Lueurs du soleil. Brise printanière. Gazouillis chaotiques et à la fois parfaitement harmonieux. Je sens le soleil me réchauffer alors que je prends conscience, lentement, de mon existence. J’ignore ce qui m’a mené là, ni encore pourquoi et comment je suis arrivée là, mais voilà que je me trouve au bout de la branche d’un érable argenté. Je ne me sens pas seule; je suis bien entourée. Partout autour de moi, mes sœurs feuilles se tortillent et ondulent dans la brise d’un matin de printemps. Il n’y a encore que quelques jours, nous étions des bourgeonnes, encore loin des tracas de la vie, du vent, du bruit et des chevreuils téméraires qui essaient de nous croquer. Alors que je fais ma routine matinale d’étendre mes nervures au maximum pour une photosynthèse optimale, je surprends une conversation bien étrange. Ma voisine de branche raconte à sa voisine qu’à ce qu’il paraîtrait, les feuilles ne durent qu’une seule saison. Au début, elles sont petites, fragiles et elles atteignent leur apogée durant l’été, pour ensuite lentement dépérir, jusqu’à tomber et se décomposer. Pire encore! Il paraît que nous perdons nos couleurs. Rien à faire pour l’empêcher! Elle a entendu dire qu’une feuille du chêne d’en face s’était accrochée, usant de multiples stratagèmes, mais avait fini par être arrachée de sa branche pour finir échouée dans une montagne de victimes sur une bouche d’égout. Impossible de poursuivre ma détente matinale, je m’oblige à ne pas y penser et à papoter avec mes voisines.

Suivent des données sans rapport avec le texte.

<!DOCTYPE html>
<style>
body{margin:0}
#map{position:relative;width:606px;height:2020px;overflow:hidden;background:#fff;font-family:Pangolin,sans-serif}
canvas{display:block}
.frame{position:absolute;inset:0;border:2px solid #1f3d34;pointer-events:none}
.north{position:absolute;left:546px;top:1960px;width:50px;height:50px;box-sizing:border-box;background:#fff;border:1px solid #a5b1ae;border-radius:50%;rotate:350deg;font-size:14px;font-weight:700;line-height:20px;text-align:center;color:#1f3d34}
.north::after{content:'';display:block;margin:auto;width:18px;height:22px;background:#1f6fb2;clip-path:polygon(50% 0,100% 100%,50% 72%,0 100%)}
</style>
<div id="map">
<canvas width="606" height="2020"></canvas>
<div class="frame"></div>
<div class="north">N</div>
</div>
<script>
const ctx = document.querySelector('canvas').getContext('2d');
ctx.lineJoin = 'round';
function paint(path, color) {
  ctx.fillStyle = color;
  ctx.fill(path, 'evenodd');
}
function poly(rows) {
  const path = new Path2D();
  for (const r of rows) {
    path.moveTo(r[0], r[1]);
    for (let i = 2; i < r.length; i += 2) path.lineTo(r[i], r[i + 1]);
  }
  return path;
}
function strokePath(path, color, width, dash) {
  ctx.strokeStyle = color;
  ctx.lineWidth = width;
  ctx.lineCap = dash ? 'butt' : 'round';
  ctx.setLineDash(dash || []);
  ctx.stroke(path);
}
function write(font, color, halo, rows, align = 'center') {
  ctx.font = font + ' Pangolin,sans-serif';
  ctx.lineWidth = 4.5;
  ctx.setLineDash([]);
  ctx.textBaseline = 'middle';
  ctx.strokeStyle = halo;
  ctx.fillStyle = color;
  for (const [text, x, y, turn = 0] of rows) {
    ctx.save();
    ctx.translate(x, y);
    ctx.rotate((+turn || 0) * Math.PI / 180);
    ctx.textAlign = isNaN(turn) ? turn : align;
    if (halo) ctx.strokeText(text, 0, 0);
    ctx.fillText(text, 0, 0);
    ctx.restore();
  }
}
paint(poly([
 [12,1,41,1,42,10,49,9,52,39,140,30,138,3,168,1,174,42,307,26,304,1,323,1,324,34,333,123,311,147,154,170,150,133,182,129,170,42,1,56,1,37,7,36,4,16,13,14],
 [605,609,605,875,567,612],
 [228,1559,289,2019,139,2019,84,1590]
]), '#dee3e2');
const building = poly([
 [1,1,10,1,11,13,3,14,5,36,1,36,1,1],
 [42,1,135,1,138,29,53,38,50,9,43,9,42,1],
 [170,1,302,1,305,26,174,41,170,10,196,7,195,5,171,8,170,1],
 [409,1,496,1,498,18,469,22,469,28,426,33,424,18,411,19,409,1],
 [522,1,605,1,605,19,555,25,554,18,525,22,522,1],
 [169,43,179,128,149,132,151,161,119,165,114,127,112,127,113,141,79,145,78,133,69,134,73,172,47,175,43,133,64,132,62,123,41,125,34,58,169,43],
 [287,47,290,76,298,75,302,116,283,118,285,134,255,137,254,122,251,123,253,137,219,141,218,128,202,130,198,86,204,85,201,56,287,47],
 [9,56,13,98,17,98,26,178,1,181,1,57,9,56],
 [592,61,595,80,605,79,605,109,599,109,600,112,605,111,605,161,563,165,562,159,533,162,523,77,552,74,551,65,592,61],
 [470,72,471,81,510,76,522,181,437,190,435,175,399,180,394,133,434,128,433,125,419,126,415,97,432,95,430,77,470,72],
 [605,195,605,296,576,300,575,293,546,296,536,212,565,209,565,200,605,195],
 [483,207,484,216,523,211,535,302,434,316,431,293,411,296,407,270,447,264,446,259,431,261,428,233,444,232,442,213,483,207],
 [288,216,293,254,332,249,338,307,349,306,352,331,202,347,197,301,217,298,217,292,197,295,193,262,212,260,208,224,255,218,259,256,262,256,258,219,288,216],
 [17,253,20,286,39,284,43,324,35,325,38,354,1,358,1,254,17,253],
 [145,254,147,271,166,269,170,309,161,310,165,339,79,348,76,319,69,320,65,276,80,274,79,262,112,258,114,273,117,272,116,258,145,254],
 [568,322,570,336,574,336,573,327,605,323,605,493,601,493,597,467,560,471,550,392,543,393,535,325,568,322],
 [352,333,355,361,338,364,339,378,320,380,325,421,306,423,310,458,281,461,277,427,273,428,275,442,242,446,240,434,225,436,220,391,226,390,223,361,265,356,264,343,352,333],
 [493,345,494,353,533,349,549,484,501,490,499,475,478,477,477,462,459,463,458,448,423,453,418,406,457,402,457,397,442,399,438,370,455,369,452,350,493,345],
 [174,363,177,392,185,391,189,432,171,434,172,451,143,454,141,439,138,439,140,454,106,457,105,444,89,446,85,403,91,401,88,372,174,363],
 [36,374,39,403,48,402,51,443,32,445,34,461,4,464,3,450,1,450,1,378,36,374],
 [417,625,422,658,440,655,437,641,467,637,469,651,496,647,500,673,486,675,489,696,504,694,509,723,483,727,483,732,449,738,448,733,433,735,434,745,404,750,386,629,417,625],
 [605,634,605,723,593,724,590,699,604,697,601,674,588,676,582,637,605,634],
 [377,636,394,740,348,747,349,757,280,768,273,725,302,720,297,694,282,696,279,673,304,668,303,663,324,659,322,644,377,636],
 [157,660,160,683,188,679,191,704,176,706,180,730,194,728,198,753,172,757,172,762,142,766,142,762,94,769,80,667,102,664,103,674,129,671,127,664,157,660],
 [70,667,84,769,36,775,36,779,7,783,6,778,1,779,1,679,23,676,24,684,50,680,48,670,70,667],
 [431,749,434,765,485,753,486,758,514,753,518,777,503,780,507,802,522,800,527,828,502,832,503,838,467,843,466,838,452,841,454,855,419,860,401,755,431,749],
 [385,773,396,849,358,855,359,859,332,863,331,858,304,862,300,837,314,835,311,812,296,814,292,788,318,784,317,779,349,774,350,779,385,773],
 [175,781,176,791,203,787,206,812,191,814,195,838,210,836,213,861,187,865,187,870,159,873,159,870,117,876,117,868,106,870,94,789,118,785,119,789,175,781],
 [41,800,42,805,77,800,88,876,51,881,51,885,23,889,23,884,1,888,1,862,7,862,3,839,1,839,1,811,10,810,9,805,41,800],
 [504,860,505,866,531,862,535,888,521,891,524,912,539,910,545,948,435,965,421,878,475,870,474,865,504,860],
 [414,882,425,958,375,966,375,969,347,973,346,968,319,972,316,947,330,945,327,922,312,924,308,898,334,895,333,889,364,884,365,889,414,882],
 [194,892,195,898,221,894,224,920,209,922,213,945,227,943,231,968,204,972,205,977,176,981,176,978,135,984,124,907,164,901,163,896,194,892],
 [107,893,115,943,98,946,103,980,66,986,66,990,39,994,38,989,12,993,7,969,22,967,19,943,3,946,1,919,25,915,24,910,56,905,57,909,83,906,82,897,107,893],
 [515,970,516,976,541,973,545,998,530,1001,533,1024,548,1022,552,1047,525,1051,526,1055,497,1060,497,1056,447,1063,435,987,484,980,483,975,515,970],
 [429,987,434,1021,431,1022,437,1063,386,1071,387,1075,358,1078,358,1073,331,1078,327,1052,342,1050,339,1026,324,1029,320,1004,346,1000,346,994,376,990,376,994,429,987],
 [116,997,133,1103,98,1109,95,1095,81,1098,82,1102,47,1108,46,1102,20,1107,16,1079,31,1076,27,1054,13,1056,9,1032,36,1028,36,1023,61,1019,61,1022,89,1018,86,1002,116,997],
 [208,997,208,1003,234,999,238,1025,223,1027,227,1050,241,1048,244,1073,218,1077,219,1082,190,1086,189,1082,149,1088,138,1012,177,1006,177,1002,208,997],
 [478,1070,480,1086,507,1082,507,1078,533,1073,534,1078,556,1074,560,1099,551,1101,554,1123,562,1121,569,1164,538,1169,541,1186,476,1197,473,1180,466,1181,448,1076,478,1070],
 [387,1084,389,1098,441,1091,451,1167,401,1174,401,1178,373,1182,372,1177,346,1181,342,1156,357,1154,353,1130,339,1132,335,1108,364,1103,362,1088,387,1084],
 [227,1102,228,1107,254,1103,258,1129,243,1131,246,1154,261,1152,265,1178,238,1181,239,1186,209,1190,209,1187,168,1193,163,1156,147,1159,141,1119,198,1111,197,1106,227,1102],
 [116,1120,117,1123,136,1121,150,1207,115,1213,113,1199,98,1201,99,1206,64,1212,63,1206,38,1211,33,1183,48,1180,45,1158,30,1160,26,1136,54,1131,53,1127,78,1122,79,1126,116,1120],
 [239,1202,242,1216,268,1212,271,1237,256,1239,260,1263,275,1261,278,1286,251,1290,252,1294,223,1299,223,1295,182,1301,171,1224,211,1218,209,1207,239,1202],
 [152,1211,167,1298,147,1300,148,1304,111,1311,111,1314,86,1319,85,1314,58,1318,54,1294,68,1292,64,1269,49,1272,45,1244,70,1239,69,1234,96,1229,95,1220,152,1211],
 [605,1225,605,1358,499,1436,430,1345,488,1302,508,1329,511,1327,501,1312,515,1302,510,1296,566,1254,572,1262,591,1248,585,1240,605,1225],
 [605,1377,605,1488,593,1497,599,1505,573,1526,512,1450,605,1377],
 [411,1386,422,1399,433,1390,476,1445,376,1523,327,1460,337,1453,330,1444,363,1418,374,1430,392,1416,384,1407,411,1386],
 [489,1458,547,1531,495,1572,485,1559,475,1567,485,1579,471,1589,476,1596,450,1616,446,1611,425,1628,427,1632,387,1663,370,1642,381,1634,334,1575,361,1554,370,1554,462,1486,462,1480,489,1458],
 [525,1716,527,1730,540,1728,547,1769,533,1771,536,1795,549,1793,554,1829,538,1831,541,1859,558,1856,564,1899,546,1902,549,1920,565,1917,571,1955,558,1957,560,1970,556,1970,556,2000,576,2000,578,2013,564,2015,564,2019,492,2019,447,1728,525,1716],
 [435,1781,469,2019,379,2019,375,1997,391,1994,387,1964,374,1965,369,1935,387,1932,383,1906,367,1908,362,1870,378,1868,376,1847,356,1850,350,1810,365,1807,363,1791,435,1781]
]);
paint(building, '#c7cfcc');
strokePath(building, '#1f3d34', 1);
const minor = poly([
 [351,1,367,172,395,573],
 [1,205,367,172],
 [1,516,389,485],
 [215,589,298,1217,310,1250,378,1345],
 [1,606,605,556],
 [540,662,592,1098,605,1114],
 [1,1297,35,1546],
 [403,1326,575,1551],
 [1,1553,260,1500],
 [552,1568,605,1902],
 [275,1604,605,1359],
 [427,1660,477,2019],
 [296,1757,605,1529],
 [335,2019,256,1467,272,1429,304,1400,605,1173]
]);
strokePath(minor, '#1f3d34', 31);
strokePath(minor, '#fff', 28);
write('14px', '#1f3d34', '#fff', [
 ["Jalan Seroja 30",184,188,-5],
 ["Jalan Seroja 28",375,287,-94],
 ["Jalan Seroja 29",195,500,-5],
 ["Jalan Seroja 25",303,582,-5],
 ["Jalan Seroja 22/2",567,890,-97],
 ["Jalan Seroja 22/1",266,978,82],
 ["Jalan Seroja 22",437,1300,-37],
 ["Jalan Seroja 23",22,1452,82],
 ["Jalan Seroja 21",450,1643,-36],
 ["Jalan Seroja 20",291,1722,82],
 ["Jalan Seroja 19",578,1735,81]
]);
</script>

Un mois s’est écoulé depuis l’éclosion qui me fit naître. Maintenant, je suis, aux dires de ma voisine, une grande et belle feuille d’un vert forêt qui fait frétiller les nervures des autres feuilles. De l’extérieur, vous avez affaire à une feuille complètement normale, même extraordinaire. Aucune tâche, aucune déchirure d’écureuil. De l’extérieur, je n’ai absolument rien à envier à mes voisines. Mais à l’intérieur, tout est différent. Depuis que j’ai entendu parler de ces histoires de feuilles qui tombent à la fin de l’été et qui cessent d’exister, je ne vais pas très bien. Je me dis que je devrais profiter de mes jours et me laisser bercer par le soleil, savourer ce cadeau et que j’ai de me trouver, en ce moment, dans un arbre, entourée de convives. Mais non, que voulez-vous, j’en suis incapable. Vais-je cesser d’exister? Pourquoi vivre si c’est pour finir en tas sur le bord d’un égout, à se changer en compost et à se faire oublier?  Ces pensées m’obsèdent et malgré tout ce que je fais pour me changer les idées, rien ne fonctionne. Lorsque je discute avec mes voisines de branche, je sens un décalage avec elles. Je jurerais que les autres feuilles sont simples d’esprit, qu’elles vivent leur vie sans penser à rien et qu’elles ne sont que des décorations, contentes et un peu sottes. Complètement hors de moi, j’en ressens même une frustration intense et profonde contre la vie et contre cette injustice. Pourquoi la vie? Pourquoi la mort? Pourquoi ce cycle qui crée pour, par la suite, détruire. La vie n’est-elle qu’une farce éphémère?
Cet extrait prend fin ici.